To explore the performance of the model under various dataset sizes, we merged the two datasets “Electronic” and “Book” into an overall dataset. The number of records randomly extracted from the overall dataset was 20,000, 40,000, 60,000, 80,000, and 100,000. The performance of each model is analyzed under these five datasets. The performance of the models is shown in
Figure 7,
Figure 8 and
Figure 9.
As can be seen from
Figure 7 to
Figure 9, the changes in MENN, DNN and MLP_NLP are small as the dataset size increasing, and the advantage of these models are smaller prediction errors and better performance. The evaluation metrics of Autoencoder fluctuate slightly with dataset size. As the dataset increases, the Autoencoder’s prediction error increases. When the dataset continues to increase, the Autoencoder’s prediction error begins to decrease. Similarly, the evaluation metric values of the TECF model and the FM model with the least satisfactory performance also appear to vary as increasing dataset size. The fluctuation range of the prediction error of the DeepFM model is larger than that of other models.
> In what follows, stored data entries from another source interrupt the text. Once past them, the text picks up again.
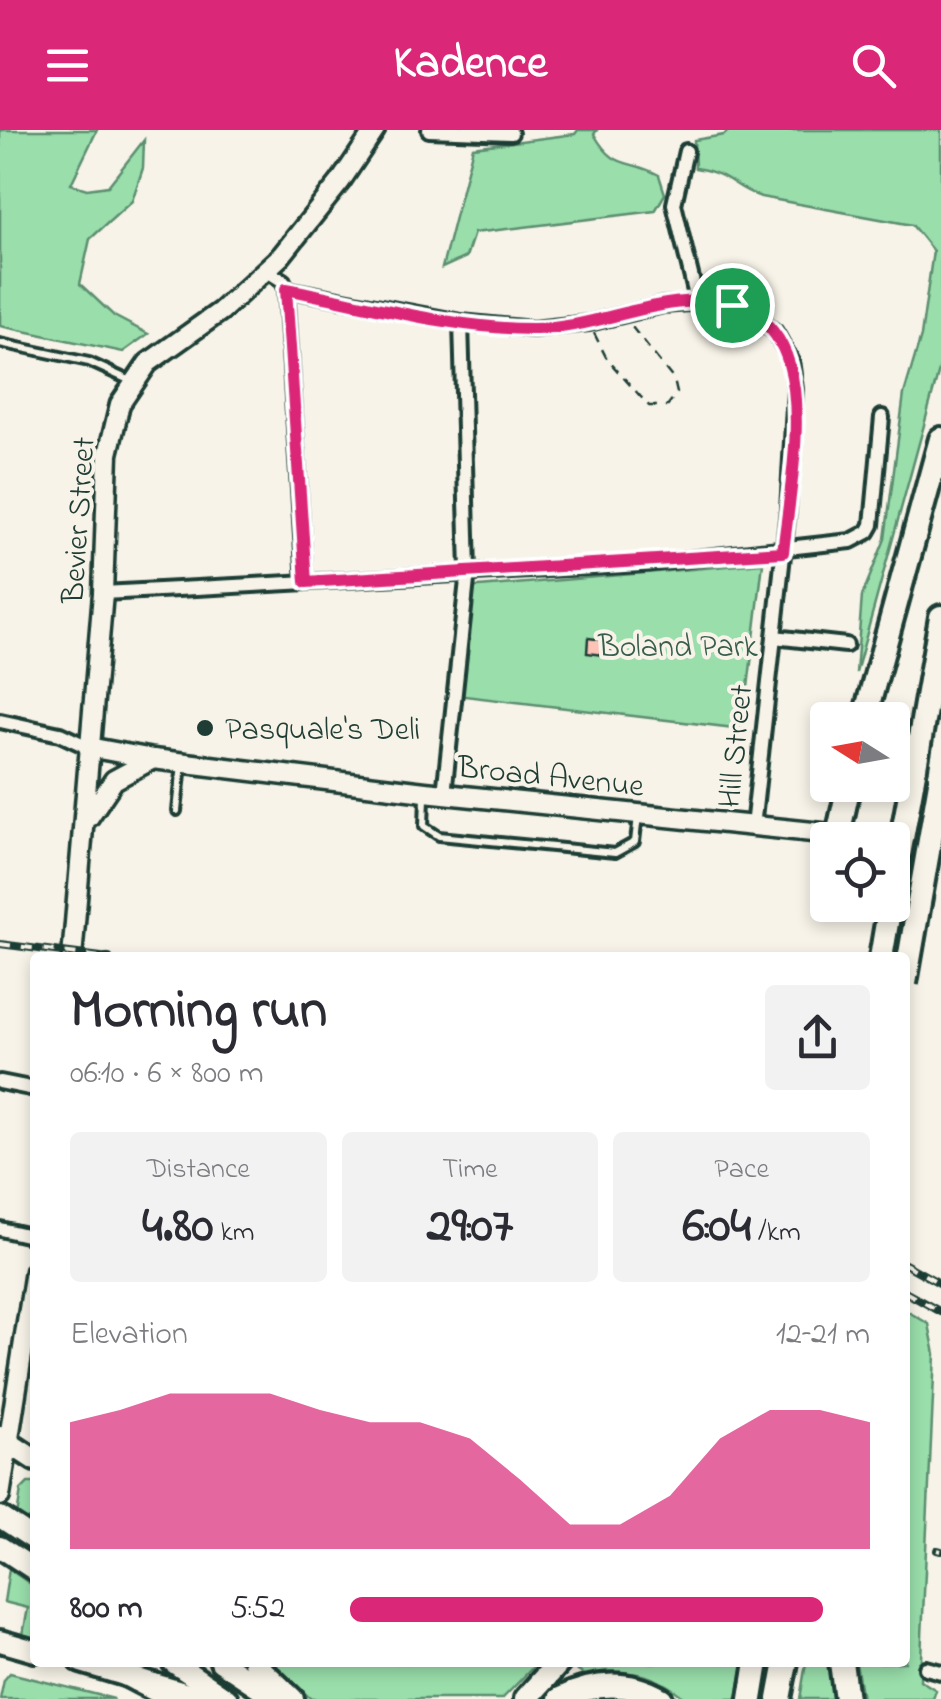 <!DOCTYPE html>
<meta charset="utf-8">
<style>
body{margin:0;font-family:"Indie Flower",sans-serif;background:#f2f2f3;color:#2b2b33;height:100vh;display:flex;flex-direction:column;font-size:38px;white-space:nowrap}
*{box-sizing:border-box;margin:0}
p{font-size:32px;color:#7c7c81}
.icon{flex:none;width:55px;height:55px;fill:none;stroke:currentColor;stroke-width:2;stroke-linecap:round;stroke-linejoin:round}
.map{position:relative;flex:1;overflow:hidden}
.sheet{position:absolute;left:30px;top:822px;width:880px;height:715px;display:flex;flex-direction:column;background:#fff;border-radius:10px;box-shadow:0 5px 15px #0003}
.sheet>*{flex:none}
.needle{width:65px;rotate:281deg}
.fabs{position:absolute;left:810px;top:572px;display:grid;gap:20px}
.fabs a{display:grid;place-items:center;width:100px;height:100px;border-radius:10px;background:#fff;box-shadow:0 5px 15px #0003;font-size:50px}
.pin{position:absolute;display:grid;place-items:center;width:85px;height:85px;color:#fff;margin:-42px;border:5px solid #fff;border-radius:50%;box-shadow:0 2px 10px #0007}
.round{display:grid;place-items:center;flex:none;width:105px;height:105px;border-radius:10px;background:#f2f2f3}
.summary{display:flex;align-items:center;justify-content:space-between;height:170px;padding:0 40px}
h1{font-size:55px;font-weight:700;line-height:75px}
.figures{display:grid;grid-template-columns:repeat(3,1fr);gap:15px;height:170px;padding:10px 40px}
.figures div{display:grid;align-content:center;border-radius:10px;background:#f2f2f3;text-align:center}
.figures b{font-size:50px;font-weight:700}
.figures small{font-size:28px;font-weight:400}
.figures p{font-size:28px}
.chart{height:280px;padding:20px 40px}
.chart p{display:flex;justify-content:space-between}
.chart svg{width:100%;height:180px;margin-top:10px;fill:#db2777;opacity:.7}
ul{padding:0 40px;list-style:none;font-size:32px}
li{display:grid;grid-template-columns:160px 120px 1fr;align-items:center;height:75px}
li i{height:25px;border-radius:12px;background:#db2777}
header{display:flex;justify-content:space-between;align-items:center;height:130px;padding:0 40px;background:#db2777;color:#fff;font-size:45px;font-weight:700}
.map>svg:first-child{display:block}
</style>
<header><svg class="icon" aria-label="menu" viewBox="0 0 24 24"><path d="M4 6h16M4 12h16M4 18h16"/></svg>Kadence<svg class="icon" aria-label="search" viewBox="0 0 24 24"><circle cx="10" cy="10" r="6"/><path d="M15 15l6 6"/></svg></header>
<div class="map">
<svg width="941" height="1569" viewBox="0 0 941 1569">
<rect width="100%" height="100%" fill="#f7f3e8"/>
<filter id="ink" filterUnits="userSpaceOnUse"><feTurbulence type="fractalNoise" baseFrequency=".01" numOctaves="2"/><feDisplacementMap in="SourceGraphic" scale="20" xChannelSelector="R" yChannelSelector="G"/><feConvolveMatrix kernelMatrix="1 2 1 2 8 2 1 2 1" color-interpolation-filters="sRGB"/></filter>
<g filter="url(#ink)">
<!-- green -->
<g fill="#99deab" stroke="#5c8e70" stroke-width="2.5">
<path d="M0,0H97L71,54L87,59L108,56L144,10L143,38L132,71L90,109L80,154L114,186L148,204L123,222L0,196Z"/>
<path d="M578,0H597L594,4C615,41 627,28 659,45L665,64L655,81L474,103L466,127L442,138L473,17L575,4Z"/>
<path d="M729,0H941V233L856,543L862,466L885,409L904,264L921,206L933,121L912,95L761,67C730,56 732,44 695,38L694,10L724,5Z"/>
<path d="M763,433L743,599L456,565L467,458Z"/>
<path d="M905,1180L929,1194L935,1224L920,1550L936,1560L933,1569H862L856,1533L905,1532Z"/>
<path d="M28,1353H35V1397L22,1389L13,1442L35,1457V1513L22,1510L28,1478L4,1472L21,1360Z"/>
<path d="M272,1533H537L502,1569H311Z"/>
<path d="M587,1533V1532L743,1533L737,1569H686C651,1540 630,1539 587,1547L578,1541Z"/>
<path d="M806,1533H831L836,1569H800Z"/>
<path d="M10,1543L114,1569H0L4,1550Z"/>
</g>
<!-- building -->
<path fill="#fdc3b7" stroke="#1f3d34" stroke-width="2.5" d="M588,508L613,511L611,526L587,523Z"/>
<g fill="none" stroke-linecap="round" stroke-linejoin="round">
<!-- lane casing -->
<g stroke="#1f3d34" stroke-width="14">
<g id="lane">
<path d="M0,213L89,232L131,251"/>
<path d="M425,667L424,696L439,706L615,723L635,712L638,686"/>
<path d="M177,681L182,634"/>
</g>
</g>
<!-- street casing -->
<g stroke="#1f3d34" stroke-width="20">
<g id="street">
<path d="M429,0L511,3"/>
<path d="M686,21L674,74L697,170"/>
<path d="M267,141L283,151L286,159L461,192L533,199L589,193L663,175L717,171L748,181L775,202L791,230L795,259L788,380L753,697"/>
<path d="M286,159L305,452"/>
<path d="M103,463L643,434L851,411L868,402L872,395L882,287"/>
<path d="M774,507L846,515"/>
<path d="M0,591L60,604L88,617"/>
<path d="M444,664L468,441L461,192"/>
<path d="M0,952L35,959"/>
<path d="M0,1099L35,1107"/>
<path d="M926,1538L941,1542"/>
</g>
</g>
<!-- secondary casing -->
<g stroke="#1f3d34" stroke-width="25">
<g id="secondary">
<path d="M88,617L153,629L425,662L890,710"/>
<path d="M89,687L114,650L153,629"/>
<path d="M72,828L103,463L108,324L120,274L148,233L221,181L281,126L340,52L375,0"/>
<path d="M0,1366L35,1141"/>
</g>
</g>
<!-- primary casing -->
<g stroke="#1f3d34" stroke-width="28">
<g id="primary">
<path d="M0,1307L35,1330"/>
<path d="M0,1387L35,1410"/>
<path d="M0,1417L35,1440"/>
<path d="M0,1511L35,1521"/>
<path d="M81,1532L204,1569"/>
<path d="M173,1532L227,1569"/>
<path d="M221,1532L277,1569"/>
<path d="M254,1532L293,1569"/>
</g>
</g>
<!-- highway casing -->
<g stroke="#1f3d34" stroke-width="30">
<g id="highway">
<path d="M864,590L941,309"/>
<path d="M915,637L941,487"/>
<path d="M838,705L849,655"/>
<path d="M881,828L890,775"/>
<path d="M841,1532L846,1569"/>
<path d="M125,1544L173,1569"/>
<path d="M526,1569L559,1532"/>
<path d="M560,1569C594,1552 628,1550 661,1569"/>
<path d="M751,1569L757,1532"/>
<path d="M779,1569L786,1532"/>
</g>
</g>
<!-- path -->
<path stroke="#1f3d34" stroke-width="2.5" stroke-dasharray="10 8" stroke-linecap="butt" d="M594,203L607,229L649,276H667L677,263L674,250L632,197"/>
<!-- lane -->
<use href="#lane" stroke="#f7f3e8" stroke-width="6"/>
<!-- street -->
<use href="#street" stroke="#f7f3e8" stroke-width="12"/>
<!-- secondary -->
<use href="#secondary" stroke="#f7f3e8" stroke-width="18"/>
<!-- primary -->
<use href="#primary" stroke="#f7f3e8" stroke-width="20"/>
<!-- highway -->
<use href="#highway" stroke="#f7f3e8" stroke-width="22"/>
<!-- rail casing -->
<g stroke="#1f3d34" stroke-width="8">
<g id="rail">
<path d="M0,814L109,828"/>
<path d="M905,1134L941,1154"/>
<path d="M905,1162L941,1182"/>
<path d="M937,1420L941,1421"/>
</g>
</g>
<!-- rail -->
<use href="#rail" stroke="#f7f3e8" stroke-width="4" stroke-dasharray="11" stroke-linecap="butt"/>
<!-- highway-bridge casing -->
<g stroke="#1f3d34" stroke-width="30" stroke-linecap="butt">
<g id="highway-bridge">
<path d="M892,763L915,637"/>
<path d="M905,853L941,647"/>
</g>
</g>
<!-- highway-bridge -->
<use href="#highway-bridge" stroke="#f7f3e8" stroke-width="22"/>
</g>
</g>
<g fill="none" stroke-linecap="round" stroke-linejoin="round" filter="url(#ink)">
<!-- route casing -->
<g stroke="#fff" stroke-width="20">
<path id="route" d="M286,159C366,174 451,199 533,199C580,199 622,181 667,174C835,148 795,317 783,422L306,452Z"/>
</g>
<!-- route -->
<use href="#route" stroke="#db2777" stroke-width="12"/>
</g>
<!-- markers -->
<circle fill="#1f3d34" stroke="#f7f3e8" stroke-width="4" cx="205" cy="598" r="10"/>
<g text-anchor="middle" stroke-width="8" stroke-linejoin="round" paint-order="stroke">
<!-- street labels -->
<g font-size="32" fill="#1f3d34" stroke="#f7f3e8">
<text transform="translate(77 390) rotate(-86)" y="11">Bevier Street</text>
<text transform="translate(734 616) rotate(-84)" y="11">Hill Street</text>
<text transform="translate(551 645) rotate(6)" y="11">Broad Avenue</text>
</g>
<!-- park labels -->
<g font-size="32" fill="#375d4c" stroke="#f7f3e8">
<text x="678" y="526">Boland Park</text>
</g>
<!-- poi labels -->
<g font-size="32" fill="#1f3d34" stroke="#f7f3e8" text-anchor="start">
<text x="225" y="609">Pasquale's Deli</text>
</g>
</g>
</svg>
<div class="fabs">
<a><svg class="needle" viewBox="-14 -14 28 28"><path d="M0-13l5 13h-10z" fill="#e53935"/><path d="M0 13l5-13h-10z" fill="#7c7c81"/></svg></a>
<a><svg class="icon" aria-label="locate" viewBox="0 0 24 24"><circle cx="12" cy="12" r="6"/><path d="M12 2v4M12 18v4M2 12h4M18 12h4"/></svg></a>
</div>
<div class="pin" style="left:732px;top:175px;background:#1e9e55"><svg class="icon" aria-label="arrive" viewBox="0 0 24 24"><path d="M6 21V4h12l-3 4 3 4H6"/></svg></div>
<section class="sheet">
<div class="summary"><div><h1>Morning run</h1><p>06:10 · 6 × 800 m</p></div><a class="round"><svg class="icon" aria-label="share" viewBox="0 0 24 24"><path d="M12 15V3M7 8l5-5 5 5M5 13v7h14v-7"/></svg></a></div>
<div class="figures">
<div><p>Distance</p><b>4.80<small> km</small></b></div>
<div><p>Time</p><b>29:07</b></div>
<div><p>Pace</p><b>6:04<small> /km</small></b></div>
</div>
<div class="chart"><p><span>Elevation</span>12–21 m</p>
<svg viewBox="0 0 160 44" preserveAspectRatio="none"><path d="M0 44V13L10 10L20 6L30 6L40 6L50 10L60 13L70 13L80 17L90 27L100 38L110 38L120 31L130 17L140 10L150 10L160 13V44z"/></svg>
</div>
<ul>
<li><b>800 m</b>5:52<i style="width:91%"></i></li>
</ul>
</section>
</div>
It is plausible that the fluctuation of DeepFM model is not only affected by the DNN model, but also by the FM model. Given the dual impact of the fluctuations of the FM and the DNN, the fluctuation range of the DeepFM is slightly higher than other models. In addition, looking at the trend in
Figure 7,
Figure 8 and
Figure 9, the error values of the Autoencoder, MLP_NLP, DNN, and MENN models that are based on DNN are relatively close. The evaluation metric values of these models are much smaller than TECF, FM, and DeepFM. This phenomenon occurs because TECF and FM are not based on a DNN model, and DeepFM uses a DNN architecture, offering better performance.
Figure 10 and
Figure 11 are visualizations of embedding text comment data on the two datasets “Electronic” and “Book”, respectively. These three-dimensional visualizations were generated using the t-SNE dimensionality reduction method. After summarizing these text comment data into concise abstract text, the abstract text is converted into feature vectors that can be embedded in the model. In practice, these feature vectors are multi-dimensional vectors. To facilitate visual display, these text embedding vectors are reduced to 3-D vectors. Each dot in the figure represents a 3-D vector, and this 3-D vector represents a user’s comment record on the corresponding product, portraying it an example of user comment text vector embedding. As shown in
Figure 10 and
Figure 11, the visual images of many users’ comments text are clustered together and very similar, which means that the comment text they represent has similar meanings. In general, the user preferences reflected by the user’s textual comments are consistent with the trend of the user’s rating on the items. Users with a rating of 5 have a different comment tendency compared to those with a rating of 1. This suggests that spatial distance influences the user-generated text embedding vectors with different comment tendencies. Users with similar preferences may have a similar comment tendency on the product, resulting in the text embedding vectors generated being relatively similar in spatial distance and thus clustered. When a user’s rating for an item is less than 3, the user’s preference on the item is low. In
Figure 10 and
Figure 11, blue dots are used to indicate the embedding of these users’ text comments. In the legend, “class 1” is used to represent such data. Conversely, when the user’s rating for an item is greater than 3, the user prefers the corresponding item. The red dots indicate the embedding of these users’ text comments. In the legend, “class 2” is used to represent such data. Clearly, most text embedding vectors with similar degrees of preference are clustered, indicating that the tendency of related text comments is relatively close. The embedding vector formed by text comments can help DNN models better mine user preferences.